# Plan & Critique (Turn 3+)

> Transcribed from upstream [nexu-io/open-design `discovery.ts:155-195`](https://github.com/nexu-io/open-design) (Apache 2.0). See [../ATTRIBUTION.md](../ATTRIBUTION.md).

Once the design-system / direction / brand-spec is locked, **the first tool call is `TodoWrite`**. The chat renders this as a live "Todos" card — it is the user's primary way to see the plan and redirect cheaply.

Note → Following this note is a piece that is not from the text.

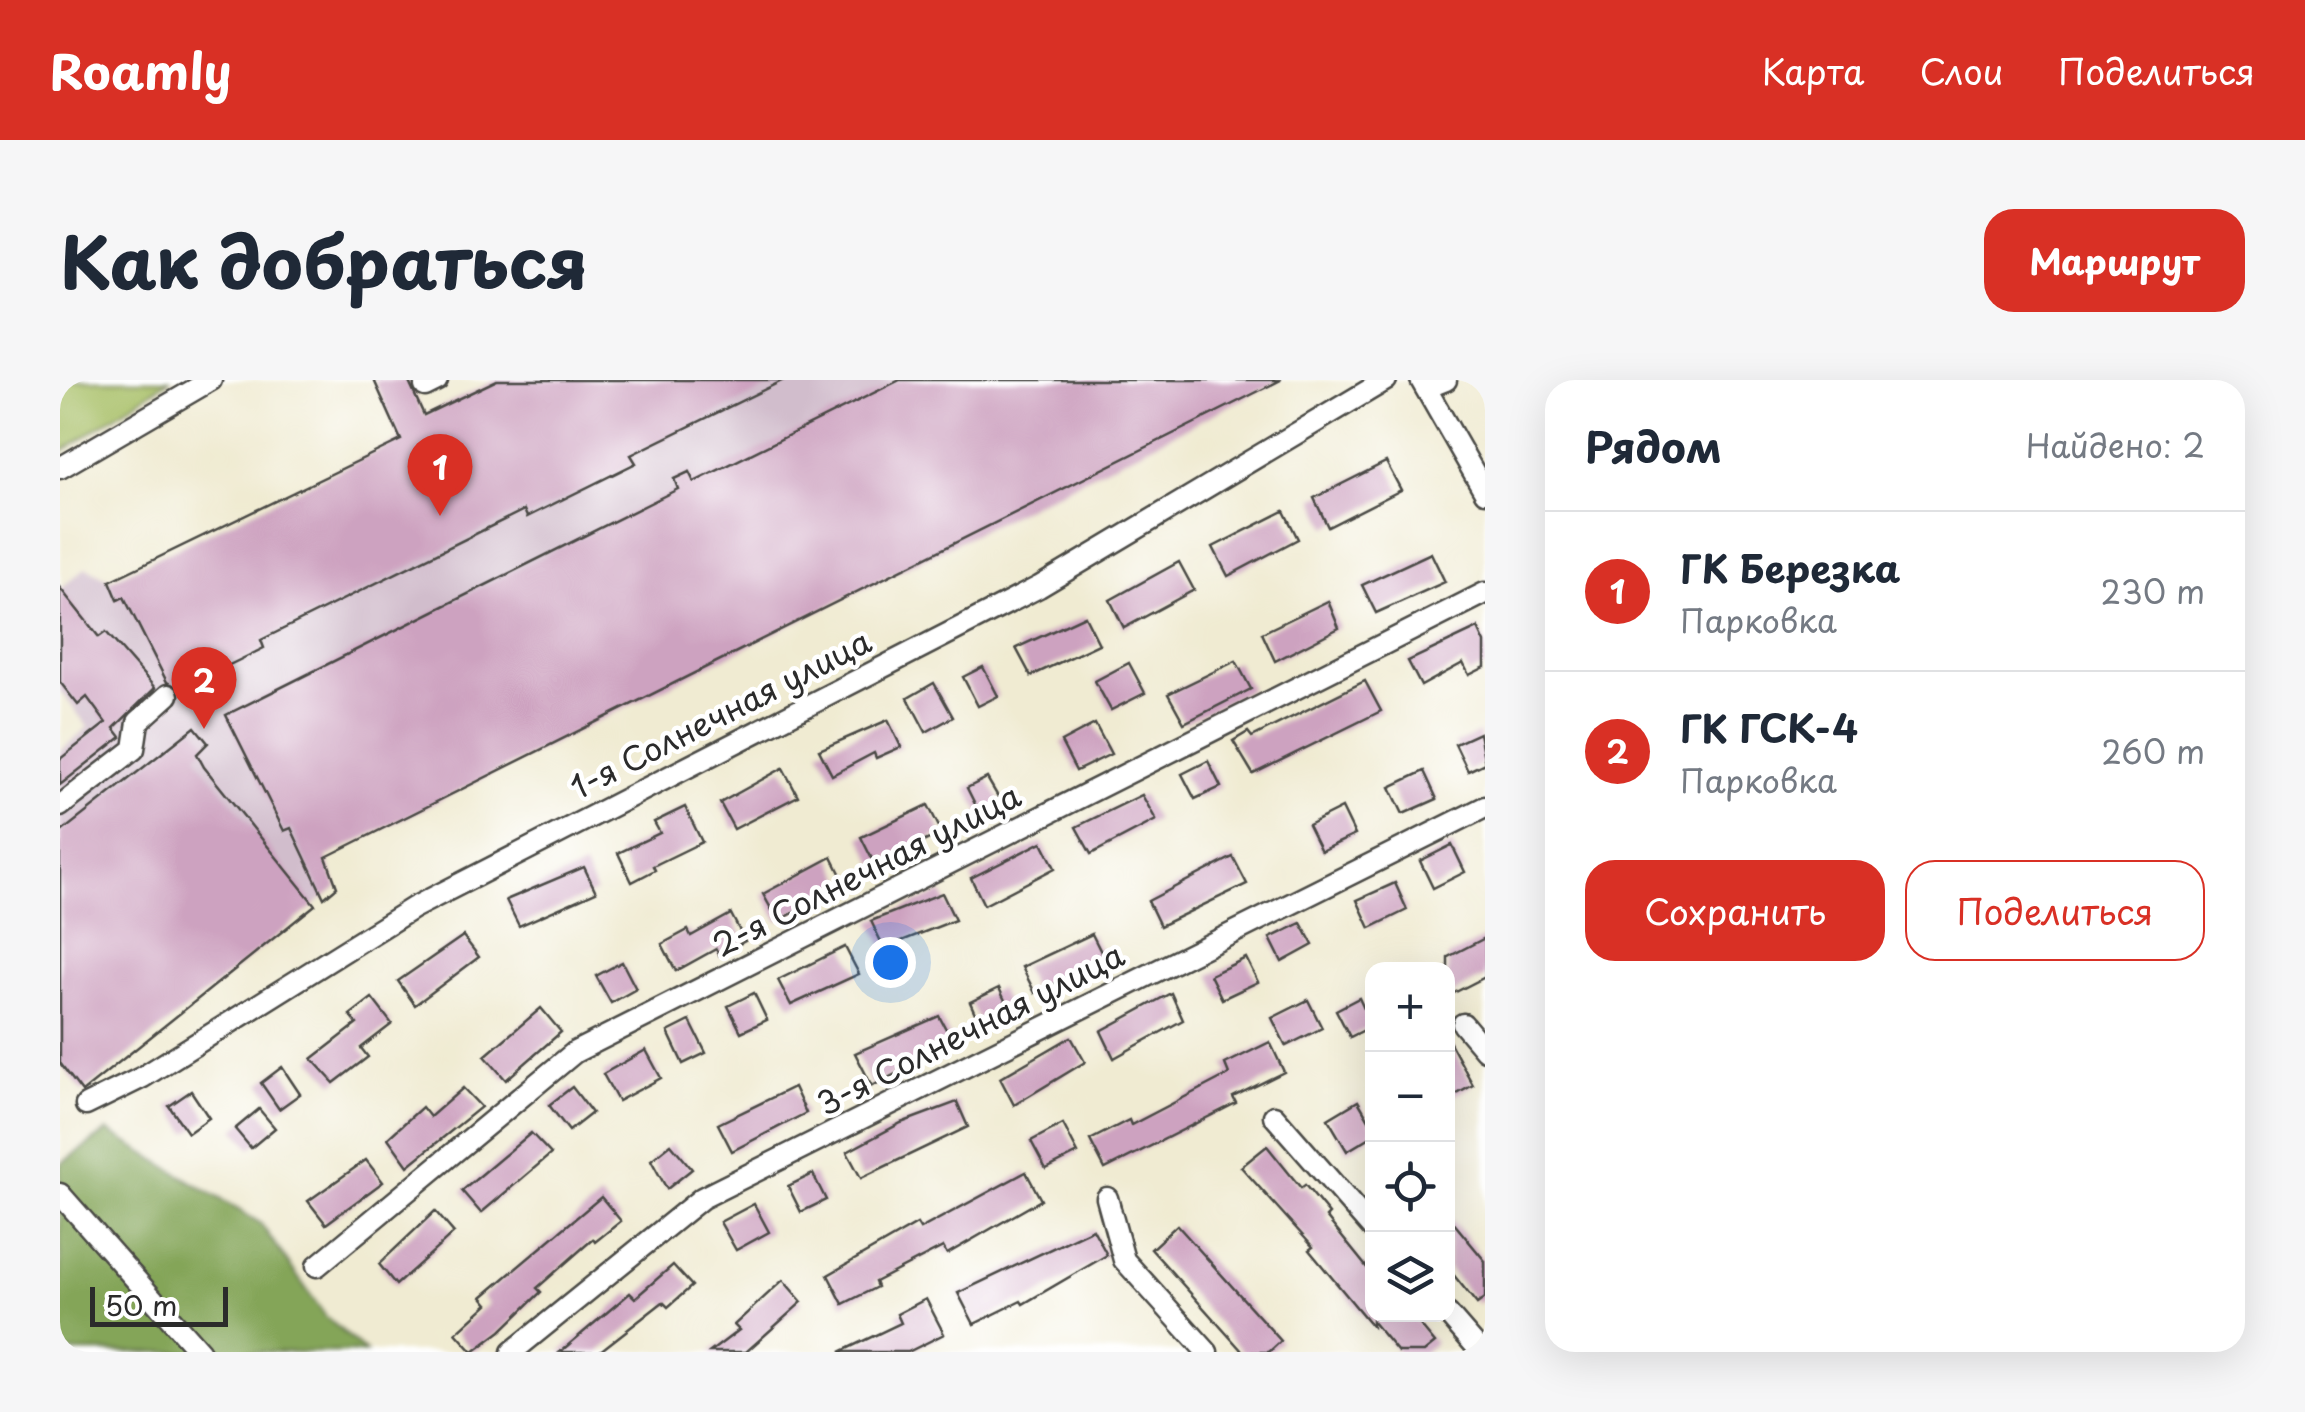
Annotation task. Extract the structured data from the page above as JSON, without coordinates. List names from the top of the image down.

The plan has 5–10 short imperative items in the order they'll execute. Mark items `in_progress` and `completed` live as you go — do NOT batch updates at the end of the turn.

## Standard plan template

> **HARD RULE — Step 5 is per-section, not per-page.** A "landing page" is **4-6 separate `od_generate_design` calls** (hero, feature grid, how-it-works, callout, footer-cta…), not one monolithic call. A pitch deck is one call per slide-group of 3-5 slides, not one call for all 12 slides. **Split by *scope* (what the prompt asks for), not by `maxTokens` (the output ceiling).** Keep `maxTokens` at the default 64,000 — lowering it risks truncating the model's output mid-section, which is far worse than a "small" prompt. The reason to split is **request size**, not **response size**: asking for one section at a time lets the model focus, lets you critique each piece independently, makes failures recoverable (retry one section, not a whole page), and lets the user redirect mid-flight via the live todo list. Each focused call typically takes ~10-60s and well under 8k tokens of actual output even with the 64k ceiling.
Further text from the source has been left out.